TASK DETAILS: Go through the data and retrieve each line that includes the string "cover".

[Saved entries]
=======

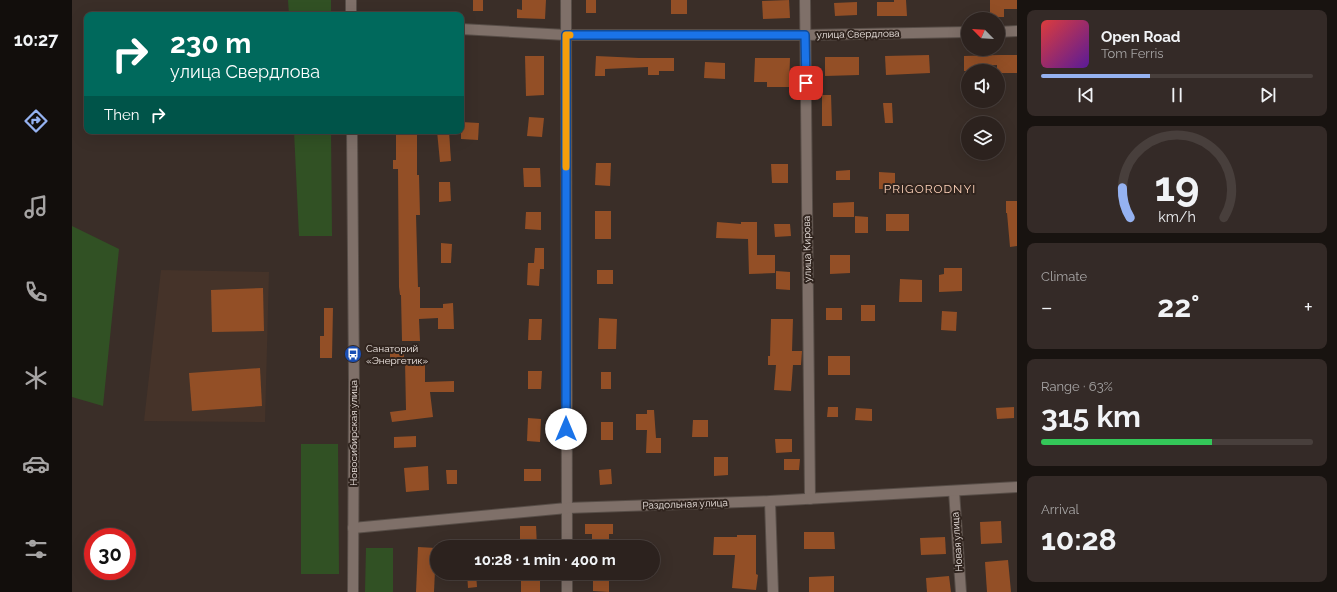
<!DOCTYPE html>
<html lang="en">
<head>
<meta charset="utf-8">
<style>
	body { margin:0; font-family:Raleway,sans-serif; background:#342a27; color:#f1f3f6; height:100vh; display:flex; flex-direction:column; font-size:15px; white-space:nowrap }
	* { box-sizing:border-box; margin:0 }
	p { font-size:13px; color:#a6a4a4 }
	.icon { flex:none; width:22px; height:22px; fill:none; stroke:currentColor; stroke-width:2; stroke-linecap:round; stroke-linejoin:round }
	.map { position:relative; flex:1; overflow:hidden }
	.side { display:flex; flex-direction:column; gap:10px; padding:10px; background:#181310; width:320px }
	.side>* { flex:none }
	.top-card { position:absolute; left:12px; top:12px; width:380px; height:122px; border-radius:8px; box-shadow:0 4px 16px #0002,0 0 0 1px #483f3c; background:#00695c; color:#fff; overflow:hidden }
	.needle { width:26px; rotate:294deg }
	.buttons { position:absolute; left:889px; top:12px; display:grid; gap:8px }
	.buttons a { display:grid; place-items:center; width:44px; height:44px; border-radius:50%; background:#2c221e; box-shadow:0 4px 16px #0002,0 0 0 1px #483f3c; font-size:20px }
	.speed { position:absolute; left:12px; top:528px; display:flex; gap:8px; font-size:20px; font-weight:700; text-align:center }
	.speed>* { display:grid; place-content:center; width:52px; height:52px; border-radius:50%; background:#2c221e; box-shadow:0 4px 16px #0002,0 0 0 1px #483f3c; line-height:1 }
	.speed .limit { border:6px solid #d22; background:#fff; color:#111 }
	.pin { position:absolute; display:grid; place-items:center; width:34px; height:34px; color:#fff; margin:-17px; border-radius:8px; box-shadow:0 2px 6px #0006 }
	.me { position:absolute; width:44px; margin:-22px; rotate:0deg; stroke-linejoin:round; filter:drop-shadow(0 0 3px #0008) }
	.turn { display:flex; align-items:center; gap:14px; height:84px; padding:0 20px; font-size:18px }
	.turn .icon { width:52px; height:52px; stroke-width:2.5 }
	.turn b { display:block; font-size:28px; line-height:34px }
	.then { display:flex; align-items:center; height:38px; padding:0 20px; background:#0003; gap:8px; font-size:15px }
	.big { font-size:30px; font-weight:700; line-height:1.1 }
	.side .widget { flex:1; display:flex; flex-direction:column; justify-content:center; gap:6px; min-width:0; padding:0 14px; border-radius:8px; background:#342a27 }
	.side .dial { align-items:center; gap:0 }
	.dial svg { height:104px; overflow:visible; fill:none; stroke:#483f3c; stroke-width:7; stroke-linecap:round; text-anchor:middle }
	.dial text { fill:#f1f3f6; stroke:none }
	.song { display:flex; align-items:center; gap:12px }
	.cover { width:48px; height:48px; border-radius:6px; background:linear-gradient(135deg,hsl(0 70% 55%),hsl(270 70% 35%)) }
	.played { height:4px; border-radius:2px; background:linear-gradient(90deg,#95b2f1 40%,#483f3c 40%) }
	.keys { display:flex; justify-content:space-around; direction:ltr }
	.heat { display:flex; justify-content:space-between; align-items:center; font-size:22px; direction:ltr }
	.charge { height:6px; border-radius:3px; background:linear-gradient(90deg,#34c759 63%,#483f3c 0) }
	.trip { position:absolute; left:358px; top:540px; width:230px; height:40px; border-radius:20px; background:#2c221e; box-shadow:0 4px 16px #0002,0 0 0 1px #483f3c; font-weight:700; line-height:40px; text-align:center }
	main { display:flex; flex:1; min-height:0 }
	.tabs { display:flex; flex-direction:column; width:72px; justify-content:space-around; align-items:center; background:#120e0c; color:#a6a4a4 }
	.tabs .icon { width:28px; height:28px }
	.tabs .current { color:#95b2f1 }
	.tabs b { font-size:18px; color:#f1f3f6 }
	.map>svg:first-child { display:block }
	.built { fill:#453329 }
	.green { fill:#315124 }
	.building { fill:#934f26 }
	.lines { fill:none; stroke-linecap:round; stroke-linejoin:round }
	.minor-casing { stroke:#574d47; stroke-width:12 }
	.tertiary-casing { stroke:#574d47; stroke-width:12 }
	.minor { stroke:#7f7069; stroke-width:10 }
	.tertiary { stroke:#7f7069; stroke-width:10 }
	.route-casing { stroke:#114b97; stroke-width:10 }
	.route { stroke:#1a73e8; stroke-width:7 }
	.slow { stroke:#f59e0b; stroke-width:7 }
	.labels { text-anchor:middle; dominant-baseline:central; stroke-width:4; stroke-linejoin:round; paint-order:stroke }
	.street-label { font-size:10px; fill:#f0e8e4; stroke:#30241e }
	.poi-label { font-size:10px; fill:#f0e8e4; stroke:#30241e; text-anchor:start }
	.quarter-label { font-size:12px; letter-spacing:1px; fill:#fed2b9; stroke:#30241e }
</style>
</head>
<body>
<main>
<nav class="tabs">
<b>10:27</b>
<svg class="icon current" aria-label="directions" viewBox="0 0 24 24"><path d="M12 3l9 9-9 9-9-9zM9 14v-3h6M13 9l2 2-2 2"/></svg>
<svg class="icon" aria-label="music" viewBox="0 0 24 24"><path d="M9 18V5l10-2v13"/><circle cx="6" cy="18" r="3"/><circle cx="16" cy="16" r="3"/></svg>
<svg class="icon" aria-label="phone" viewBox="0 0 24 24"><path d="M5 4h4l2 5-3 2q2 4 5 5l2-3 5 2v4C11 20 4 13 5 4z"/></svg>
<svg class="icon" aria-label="climate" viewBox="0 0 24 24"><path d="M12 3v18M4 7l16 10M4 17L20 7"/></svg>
<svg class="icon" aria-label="car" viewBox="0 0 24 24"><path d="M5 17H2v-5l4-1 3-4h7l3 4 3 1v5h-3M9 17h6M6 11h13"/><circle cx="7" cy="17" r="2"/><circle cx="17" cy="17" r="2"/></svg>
<svg class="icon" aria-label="filters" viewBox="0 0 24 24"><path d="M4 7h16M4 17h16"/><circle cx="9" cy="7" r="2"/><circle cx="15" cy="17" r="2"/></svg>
</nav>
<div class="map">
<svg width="945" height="592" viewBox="0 0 945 592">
	<rect width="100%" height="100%" fill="#3a2e28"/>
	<polygon class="built" points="89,270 197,272 193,422 72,421"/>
	<g class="green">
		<polygon points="216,0 259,0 259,15 217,15"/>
		<polygon points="222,131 259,131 260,236 227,236"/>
		<polygon points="0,226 47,249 31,406 0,397"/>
		<polygon points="229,444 266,444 267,574 229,574"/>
		<polygon points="294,548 321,548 321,592 293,592"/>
	</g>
	<g class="building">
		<rect x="401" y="0" width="10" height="11"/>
		<polygon points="450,0 474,0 473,19 445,18 445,9 450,10"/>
		<rect x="514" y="0" width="10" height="13"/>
		<rect x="599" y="0" width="16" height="14"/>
		<polygon points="717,0 718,18 691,19 690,1"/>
		<polygon points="822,0 834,0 835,16 805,16 805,2 822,2"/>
		<polygon points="918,0 945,0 945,9 932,9 932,17 918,17"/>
		<polygon points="785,2 785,15 763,16 762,3"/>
		<polygon points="857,55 858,73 814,75 813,56"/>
		<polygon points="928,55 945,55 945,73 926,73 926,71 925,71 925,65 906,66 906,71 892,71 892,56"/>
		<polygon points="453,56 472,56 472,95 454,96"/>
		<polygon points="524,56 567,58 602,58 602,71 587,71 587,75 576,75 576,67 533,69 533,76 523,76"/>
		<polygon points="753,57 787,57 787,75 753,76"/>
		<polygon points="683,58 718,58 717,87 695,87 695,82 682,82"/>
		<polygon points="633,62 653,63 653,79 632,78"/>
		<polygon points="750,95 759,95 760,126 750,126"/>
		<polygon points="811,103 820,103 821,123 813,123"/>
		<polygon points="457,117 472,118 470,137 455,136"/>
		<polygon points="389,122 407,123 406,140 389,139"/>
		<polygon points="324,131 345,131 345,175 347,175 348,215 344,215 346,287 348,287 348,308 371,308 371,304 381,303 382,329 366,329 366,318 347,319 348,341 330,341 329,295 328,295 327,287 326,169 321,169 321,160 324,160"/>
		<polygon points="365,131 377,131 379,161 368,162"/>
		<polygon points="524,163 539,163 538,186 523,185"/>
		<polygon points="699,164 716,164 716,183 700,183"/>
		<polygon points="451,168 468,168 469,187 452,187"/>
		<polygon points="778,170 778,180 764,180 764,171"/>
		<polygon points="807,172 823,173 823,189 807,189"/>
		<polygon points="367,182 378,182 379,201 367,202"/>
		<polygon points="934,201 945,201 945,246 938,247 935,213 934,213"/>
		<polygon points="782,202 782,217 761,217 761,203"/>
		<rect x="523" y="211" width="16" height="28"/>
		<polygon points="454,212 469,212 469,230 453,229"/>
		<rect x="814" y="214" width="23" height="17"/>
		<polygon points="783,216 796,217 796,233 783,233"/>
		<polygon points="645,222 669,224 669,222 685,222 685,255 703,255 703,273 677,274 676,239 644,238"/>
		<polygon points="702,224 718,224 719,236 703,237"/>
		<polygon points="369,243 380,244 379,263 369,263"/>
		<polygon points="463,248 472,248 472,269 468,269 467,286 455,285 456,263 462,263"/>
		<polygon points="758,255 778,255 778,273 758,274"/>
		<polygon points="872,268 890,268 890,291 867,292 867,275 872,274"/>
		<rect x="525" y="270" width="16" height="14"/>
		<polygon points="704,271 718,272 718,290 704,289"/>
		<polygon points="828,279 850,280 850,302 827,302"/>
		<polygon points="191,288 192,331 140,332 139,290"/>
		<rect x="789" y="305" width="14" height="16"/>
		<polygon points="252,308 261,308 260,358 248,358 248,336 252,336"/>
		<rect x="754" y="308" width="16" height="12"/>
		<polygon points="870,311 885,312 884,331 869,330"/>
		<polygon points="527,318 545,319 544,349 526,349"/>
		<polygon points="457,319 470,319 469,340 456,340"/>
		<polygon points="699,319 721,319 720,351 730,351 729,365 721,365 719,391 702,390 704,365 696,365 696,356 698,356"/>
		<polygon points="318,349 332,349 332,359 318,360"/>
		<rect x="756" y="356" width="22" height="19"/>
		<polygon points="333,361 353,361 353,382 382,381 382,392 358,392 361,417 320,422 318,412 334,410"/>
		<polygon points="188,368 190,406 120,411 117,373"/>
		<polygon points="456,371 470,371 469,389 456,389"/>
		<rect x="529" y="372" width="10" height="17"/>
		<polygon points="756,407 766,407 766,417 755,417"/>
		<polygon points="942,407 942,418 925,419 924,408"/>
		<polygon points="784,408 800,409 800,421 783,420"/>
		<polygon points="575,410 582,410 584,438 589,438 589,453 574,453 575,430 564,430 564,414 575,414"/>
		<polygon points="456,418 469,419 468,442 455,441"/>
		<polygon points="621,420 636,420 636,437 620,437"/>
		<rect x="529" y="422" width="12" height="18"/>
		<polygon points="344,436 344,447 322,448 322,437"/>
		<polygon points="703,439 720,439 720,452 704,453"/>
		<polygon points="642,457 656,457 656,475 642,476"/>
		<polygon points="712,459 728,459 727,470 712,470"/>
		<polygon points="356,466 357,490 334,492 332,468"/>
		<rect x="452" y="469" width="17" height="12"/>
		<polygon points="539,469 540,484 528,485 527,470"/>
		<polygon points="374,470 385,470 385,484 375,484"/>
		<polygon points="929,521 930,543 909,544 908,522"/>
		<polygon points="513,524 541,524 541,534 537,534 537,547 520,547 520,534 513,534"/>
		<polygon points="448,526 464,526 465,547 448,547"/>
		<polygon points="732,532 762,532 763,549 732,549"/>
		<polygon points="665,535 684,535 684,574 686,575 684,590 660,588 663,555 641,555 642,537 665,537"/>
		<polygon points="873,537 874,554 849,555 848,538"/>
		<polygon points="346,547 364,548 362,592 344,592"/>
		<polygon points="936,560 939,592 915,592 913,562"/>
		<polygon points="395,573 404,573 405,587 396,588"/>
		<rect x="449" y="573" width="19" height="19"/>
		<polygon points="521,574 537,575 537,592 521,591"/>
		<polygon points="762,576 762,592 737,592 737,577"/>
		<polygon points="877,576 879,592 855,592 854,578"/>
	</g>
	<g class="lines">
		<g class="minor-casing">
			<g id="minor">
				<polyline points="494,0 495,547"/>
				<polyline points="733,0 738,499"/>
				<polyline points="389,29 494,35 733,35 896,32"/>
				<polyline points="926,32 945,31"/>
				<polyline points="882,491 889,592"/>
				<polyline points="698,501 701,592"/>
				<polyline points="281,528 495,508 698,501 945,487"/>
				<polyline points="495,573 495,592"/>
			</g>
		</g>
		<g class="tertiary-casing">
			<g id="tertiary">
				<polyline points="279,0 279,15"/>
				<polyline points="280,131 282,380 281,592"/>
			</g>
		</g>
		<use href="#minor" class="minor"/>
		<use href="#tertiary" class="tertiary"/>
	</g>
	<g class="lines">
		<g class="route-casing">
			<polyline id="route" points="494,429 494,35 733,35 734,83"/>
		</g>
		<use href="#route" class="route"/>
		<polyline class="slow" points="494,167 494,35 498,35"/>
	</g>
	<defs>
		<g id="bus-disc" transform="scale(0.9)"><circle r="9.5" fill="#1a4fb4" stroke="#30241e"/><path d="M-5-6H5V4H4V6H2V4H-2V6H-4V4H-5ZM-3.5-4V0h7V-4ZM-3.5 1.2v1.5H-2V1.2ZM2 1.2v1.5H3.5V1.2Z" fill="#fff"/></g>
	</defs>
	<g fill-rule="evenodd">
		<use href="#bus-disc" x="281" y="354"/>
	</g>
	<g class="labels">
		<g class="street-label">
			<text transform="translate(786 34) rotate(-1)">улица Свердлова</text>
			<text transform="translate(735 249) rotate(-91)">улица Кирова</text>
			<text transform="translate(281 433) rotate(-90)">Новосибирская улица</text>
			<text transform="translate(613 504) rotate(-2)">Раздольная улица</text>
			<text transform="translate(885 542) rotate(-94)">Новая улица</text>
		</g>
		<g class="poi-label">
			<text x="294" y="348">Санаторий<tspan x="294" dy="12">«Энергетик»</tspan></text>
		</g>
		<g class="quarter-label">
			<text x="858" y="189">PRIGORODNYI</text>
		</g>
	</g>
</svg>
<div class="buttons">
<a><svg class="needle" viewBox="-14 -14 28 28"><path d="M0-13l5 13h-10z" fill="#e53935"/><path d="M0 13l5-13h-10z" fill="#a6a4a4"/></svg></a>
<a><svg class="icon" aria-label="sound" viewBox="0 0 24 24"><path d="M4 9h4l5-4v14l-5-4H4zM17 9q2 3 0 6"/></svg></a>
<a><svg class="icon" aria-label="layers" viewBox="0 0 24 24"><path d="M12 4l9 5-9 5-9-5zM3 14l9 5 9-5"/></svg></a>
</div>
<div class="speed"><div class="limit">30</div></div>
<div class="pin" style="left:734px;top:83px;background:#d93025"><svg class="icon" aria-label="arrive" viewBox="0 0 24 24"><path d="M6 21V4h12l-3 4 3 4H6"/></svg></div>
<svg class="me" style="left:494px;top:429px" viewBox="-20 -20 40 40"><circle r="19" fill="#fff"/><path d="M0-13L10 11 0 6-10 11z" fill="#1a73e8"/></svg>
<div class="trip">10:28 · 1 min · 400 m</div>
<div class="top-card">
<div class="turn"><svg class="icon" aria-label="right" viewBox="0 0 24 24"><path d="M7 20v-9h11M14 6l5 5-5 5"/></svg><div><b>230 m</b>улица Свердлова</div></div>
<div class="then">Then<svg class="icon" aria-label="right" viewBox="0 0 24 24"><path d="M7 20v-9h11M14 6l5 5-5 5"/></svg></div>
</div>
</div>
<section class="side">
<div class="widget">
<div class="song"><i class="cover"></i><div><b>Open Road</b><p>Tom Ferris</p></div></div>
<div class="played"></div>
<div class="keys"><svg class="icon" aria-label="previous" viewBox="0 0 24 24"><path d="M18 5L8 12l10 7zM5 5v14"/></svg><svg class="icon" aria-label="pause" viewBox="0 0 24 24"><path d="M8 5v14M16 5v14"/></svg><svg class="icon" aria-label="next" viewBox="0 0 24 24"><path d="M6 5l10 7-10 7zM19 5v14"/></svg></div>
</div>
<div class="widget dial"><svg viewBox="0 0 100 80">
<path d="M14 69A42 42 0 1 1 86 69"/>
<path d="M14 69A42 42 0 0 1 8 46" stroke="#95b2f1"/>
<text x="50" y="56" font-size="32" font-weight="700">19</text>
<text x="50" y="72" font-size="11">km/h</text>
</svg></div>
<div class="widget"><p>Climate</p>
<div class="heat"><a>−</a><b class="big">22°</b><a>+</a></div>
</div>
<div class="widget"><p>Range · 63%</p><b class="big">315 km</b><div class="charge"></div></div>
<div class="widget"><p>Arrival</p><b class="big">10:28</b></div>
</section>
</main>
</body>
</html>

=======

COMPLETED TASK:
	.cover { width:48px; height:48px; border-radius:6px; background:linear-gradient(135deg,hsl(0 70% 55%),hsl(270 70% 35%)) }
<div class="song"><i class="cover"></i><div><b>Open Road</b><p>Tom Ferris</p></div></div>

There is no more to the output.